=== Section Start ===

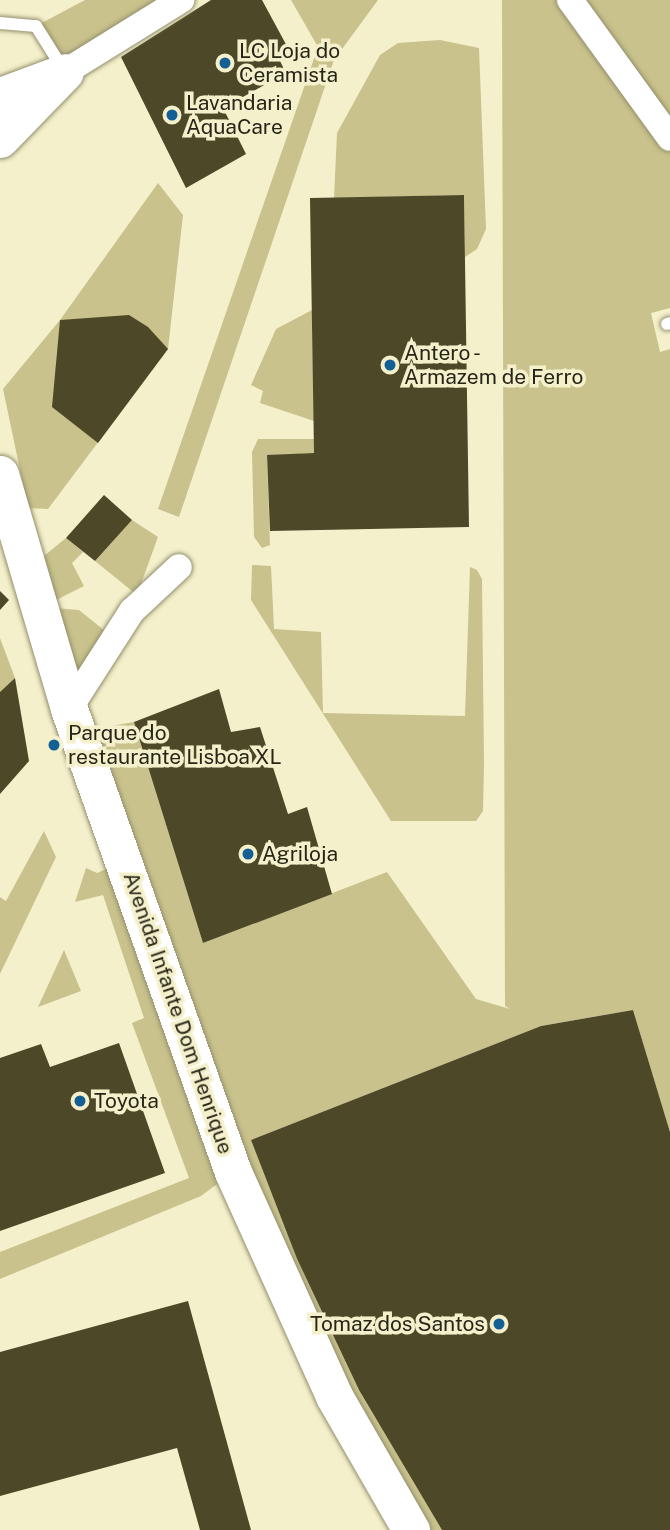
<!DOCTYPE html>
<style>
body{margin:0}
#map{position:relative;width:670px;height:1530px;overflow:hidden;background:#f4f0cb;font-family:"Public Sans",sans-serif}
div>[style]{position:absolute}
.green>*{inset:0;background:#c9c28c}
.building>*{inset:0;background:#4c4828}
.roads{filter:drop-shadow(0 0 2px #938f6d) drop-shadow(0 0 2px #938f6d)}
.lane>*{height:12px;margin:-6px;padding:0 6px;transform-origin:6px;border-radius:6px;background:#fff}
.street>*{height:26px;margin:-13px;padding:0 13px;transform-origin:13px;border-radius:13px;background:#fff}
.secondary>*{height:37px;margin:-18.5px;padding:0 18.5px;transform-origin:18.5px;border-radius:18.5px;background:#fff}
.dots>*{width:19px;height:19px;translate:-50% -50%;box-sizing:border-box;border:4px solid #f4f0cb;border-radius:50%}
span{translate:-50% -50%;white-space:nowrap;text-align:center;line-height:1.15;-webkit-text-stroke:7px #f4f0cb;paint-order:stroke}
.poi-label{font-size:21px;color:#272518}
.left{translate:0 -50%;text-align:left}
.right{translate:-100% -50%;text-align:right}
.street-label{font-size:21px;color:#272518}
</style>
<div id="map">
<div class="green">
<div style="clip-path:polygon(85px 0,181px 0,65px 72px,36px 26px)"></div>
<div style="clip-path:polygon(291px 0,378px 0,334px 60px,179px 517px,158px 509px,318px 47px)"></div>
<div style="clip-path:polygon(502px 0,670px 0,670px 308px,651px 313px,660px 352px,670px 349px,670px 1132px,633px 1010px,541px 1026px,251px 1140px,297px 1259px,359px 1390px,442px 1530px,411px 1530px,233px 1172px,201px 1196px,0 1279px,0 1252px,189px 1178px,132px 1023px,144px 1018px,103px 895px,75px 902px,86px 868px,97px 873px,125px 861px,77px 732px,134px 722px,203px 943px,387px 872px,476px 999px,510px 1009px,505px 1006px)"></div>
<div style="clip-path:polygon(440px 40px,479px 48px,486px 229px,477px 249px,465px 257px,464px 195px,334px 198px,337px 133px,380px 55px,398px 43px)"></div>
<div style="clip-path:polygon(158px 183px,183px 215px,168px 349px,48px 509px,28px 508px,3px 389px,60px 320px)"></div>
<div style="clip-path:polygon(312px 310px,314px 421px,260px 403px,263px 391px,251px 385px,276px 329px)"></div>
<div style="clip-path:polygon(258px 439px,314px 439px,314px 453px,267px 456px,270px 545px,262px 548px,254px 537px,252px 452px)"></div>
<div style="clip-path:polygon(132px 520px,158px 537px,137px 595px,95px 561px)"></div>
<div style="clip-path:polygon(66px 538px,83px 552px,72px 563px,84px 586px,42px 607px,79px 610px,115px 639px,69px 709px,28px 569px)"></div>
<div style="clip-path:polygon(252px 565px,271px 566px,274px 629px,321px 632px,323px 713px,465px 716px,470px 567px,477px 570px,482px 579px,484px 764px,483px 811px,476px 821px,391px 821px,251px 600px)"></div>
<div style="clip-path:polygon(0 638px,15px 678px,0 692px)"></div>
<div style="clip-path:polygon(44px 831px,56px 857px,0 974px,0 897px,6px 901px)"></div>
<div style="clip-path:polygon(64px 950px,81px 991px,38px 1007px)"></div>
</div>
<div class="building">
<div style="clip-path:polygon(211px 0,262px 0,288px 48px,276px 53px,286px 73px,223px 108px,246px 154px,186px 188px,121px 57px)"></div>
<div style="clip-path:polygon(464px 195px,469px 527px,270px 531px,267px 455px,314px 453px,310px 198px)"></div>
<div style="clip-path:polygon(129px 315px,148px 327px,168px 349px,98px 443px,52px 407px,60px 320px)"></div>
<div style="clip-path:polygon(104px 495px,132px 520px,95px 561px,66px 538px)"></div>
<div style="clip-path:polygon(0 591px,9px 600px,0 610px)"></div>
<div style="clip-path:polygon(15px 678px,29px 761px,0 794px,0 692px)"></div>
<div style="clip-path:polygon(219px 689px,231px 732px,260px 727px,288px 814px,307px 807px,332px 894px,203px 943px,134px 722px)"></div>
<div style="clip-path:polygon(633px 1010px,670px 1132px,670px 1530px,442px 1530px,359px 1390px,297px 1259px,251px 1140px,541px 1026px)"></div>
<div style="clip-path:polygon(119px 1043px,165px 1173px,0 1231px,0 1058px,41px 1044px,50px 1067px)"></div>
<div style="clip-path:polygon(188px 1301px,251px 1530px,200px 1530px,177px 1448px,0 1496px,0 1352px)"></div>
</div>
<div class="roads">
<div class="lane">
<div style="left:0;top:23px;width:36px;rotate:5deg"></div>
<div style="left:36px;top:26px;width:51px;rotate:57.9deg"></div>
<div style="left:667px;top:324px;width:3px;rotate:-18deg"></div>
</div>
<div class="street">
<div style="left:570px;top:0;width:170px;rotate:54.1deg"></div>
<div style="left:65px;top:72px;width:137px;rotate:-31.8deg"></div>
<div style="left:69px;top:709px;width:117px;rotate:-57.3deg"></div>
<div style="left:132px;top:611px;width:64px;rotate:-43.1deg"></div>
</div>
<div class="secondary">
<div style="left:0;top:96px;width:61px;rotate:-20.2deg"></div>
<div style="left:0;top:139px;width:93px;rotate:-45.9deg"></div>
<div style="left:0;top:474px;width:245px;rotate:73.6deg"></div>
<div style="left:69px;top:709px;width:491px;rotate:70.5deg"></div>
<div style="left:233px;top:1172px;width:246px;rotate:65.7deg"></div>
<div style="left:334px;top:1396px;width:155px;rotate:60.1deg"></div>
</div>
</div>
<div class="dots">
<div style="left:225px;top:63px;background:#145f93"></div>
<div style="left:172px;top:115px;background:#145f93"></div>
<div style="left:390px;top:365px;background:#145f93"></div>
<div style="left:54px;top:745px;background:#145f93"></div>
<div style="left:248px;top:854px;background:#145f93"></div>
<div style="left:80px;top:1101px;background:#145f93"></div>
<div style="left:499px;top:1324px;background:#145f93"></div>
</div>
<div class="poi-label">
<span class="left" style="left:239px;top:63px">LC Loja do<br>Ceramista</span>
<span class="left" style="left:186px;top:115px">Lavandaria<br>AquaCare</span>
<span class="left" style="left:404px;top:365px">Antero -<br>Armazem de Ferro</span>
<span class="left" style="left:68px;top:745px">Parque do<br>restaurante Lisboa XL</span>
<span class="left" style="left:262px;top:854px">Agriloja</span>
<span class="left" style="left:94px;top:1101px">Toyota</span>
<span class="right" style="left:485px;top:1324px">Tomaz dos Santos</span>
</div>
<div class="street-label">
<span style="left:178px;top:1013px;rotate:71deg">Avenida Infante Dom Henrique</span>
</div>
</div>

=== Section End ===

**Assignment:**
Among the entries, find every line holding "lane" and return it.

**Answer space:**
.lane>*{height:12px;margin:-6px;padding:0 6px;transform-origin:6px;border-radius:6px;background:#fff}
<div class="lane">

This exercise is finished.